But do you have to be born within a bolas throw of Plaza de Mayo to be able to dance it properly? It certainly helps. Being big, dark, handsome and a great dancer is not in itself enough as Irek Mukhamedov made excruciatingly plain at Sadler's Wells last year

Imitation might be flattering, but choreographic tourists have fared better when they have tried to absorb the tango into their own idiom. The less slavish the imitation the more successful the homage tends to be. Laurie Booth is wise enough to know this; his Tango Variations, which premieres at Queen Elizabeth Hall on 23 March, makes full use of an extensive course of tango lessons and an inspired alliance with the Paris-based tangomeister Juan Cedron. Booth began his dancing life as a soloist (in pyjamas) in a series of ravishing controlled improvisations. He progressed to contact improvisation duets for himself and Russell Maliphant (in pyjamas) and finally to ensemble work.

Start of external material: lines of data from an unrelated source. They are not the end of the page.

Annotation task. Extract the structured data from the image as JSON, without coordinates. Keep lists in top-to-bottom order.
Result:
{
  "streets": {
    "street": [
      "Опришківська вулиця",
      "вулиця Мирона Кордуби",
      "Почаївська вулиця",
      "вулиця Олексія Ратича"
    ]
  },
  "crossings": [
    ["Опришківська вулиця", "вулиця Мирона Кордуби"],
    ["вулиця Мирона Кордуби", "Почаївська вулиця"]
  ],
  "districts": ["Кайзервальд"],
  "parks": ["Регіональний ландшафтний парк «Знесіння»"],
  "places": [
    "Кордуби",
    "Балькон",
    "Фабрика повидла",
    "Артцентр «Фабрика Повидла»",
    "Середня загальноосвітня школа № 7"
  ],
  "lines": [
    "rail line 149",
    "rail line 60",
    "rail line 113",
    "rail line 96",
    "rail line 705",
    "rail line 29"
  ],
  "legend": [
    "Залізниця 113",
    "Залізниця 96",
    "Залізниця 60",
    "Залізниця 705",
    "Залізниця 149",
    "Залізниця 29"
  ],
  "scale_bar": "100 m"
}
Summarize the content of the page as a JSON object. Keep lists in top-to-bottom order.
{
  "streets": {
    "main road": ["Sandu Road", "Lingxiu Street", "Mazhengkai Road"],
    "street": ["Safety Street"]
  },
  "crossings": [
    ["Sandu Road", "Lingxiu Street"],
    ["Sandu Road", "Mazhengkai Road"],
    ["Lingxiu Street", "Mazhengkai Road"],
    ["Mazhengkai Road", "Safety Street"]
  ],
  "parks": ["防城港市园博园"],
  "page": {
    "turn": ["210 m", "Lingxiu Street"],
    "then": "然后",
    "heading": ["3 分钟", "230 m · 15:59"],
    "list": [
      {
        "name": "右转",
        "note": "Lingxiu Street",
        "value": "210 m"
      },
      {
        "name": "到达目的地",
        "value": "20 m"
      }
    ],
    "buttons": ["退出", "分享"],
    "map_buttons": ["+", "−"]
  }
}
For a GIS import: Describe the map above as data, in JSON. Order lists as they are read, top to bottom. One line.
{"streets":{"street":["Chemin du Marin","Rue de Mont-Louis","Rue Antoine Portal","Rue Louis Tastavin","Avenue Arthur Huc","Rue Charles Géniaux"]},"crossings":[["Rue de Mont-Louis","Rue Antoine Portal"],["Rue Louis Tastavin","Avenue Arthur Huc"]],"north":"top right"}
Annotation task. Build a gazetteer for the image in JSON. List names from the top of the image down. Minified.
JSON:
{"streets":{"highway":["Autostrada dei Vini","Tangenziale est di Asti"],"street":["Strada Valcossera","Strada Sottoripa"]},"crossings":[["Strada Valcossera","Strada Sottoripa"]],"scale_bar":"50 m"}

Tango Variations is a piece for six dancers and music - design and choreography all represent a cunning synthesis of traditional and contemporary elements. Cedron's music is authentic but doctored by frequent Booth collaborator Hans Peter Kuhn. The dancers wear traditional pinstriped trousers but with string vests. Let's hope Booth doesn't blindfold the orchestra - it would be a shame to miss it.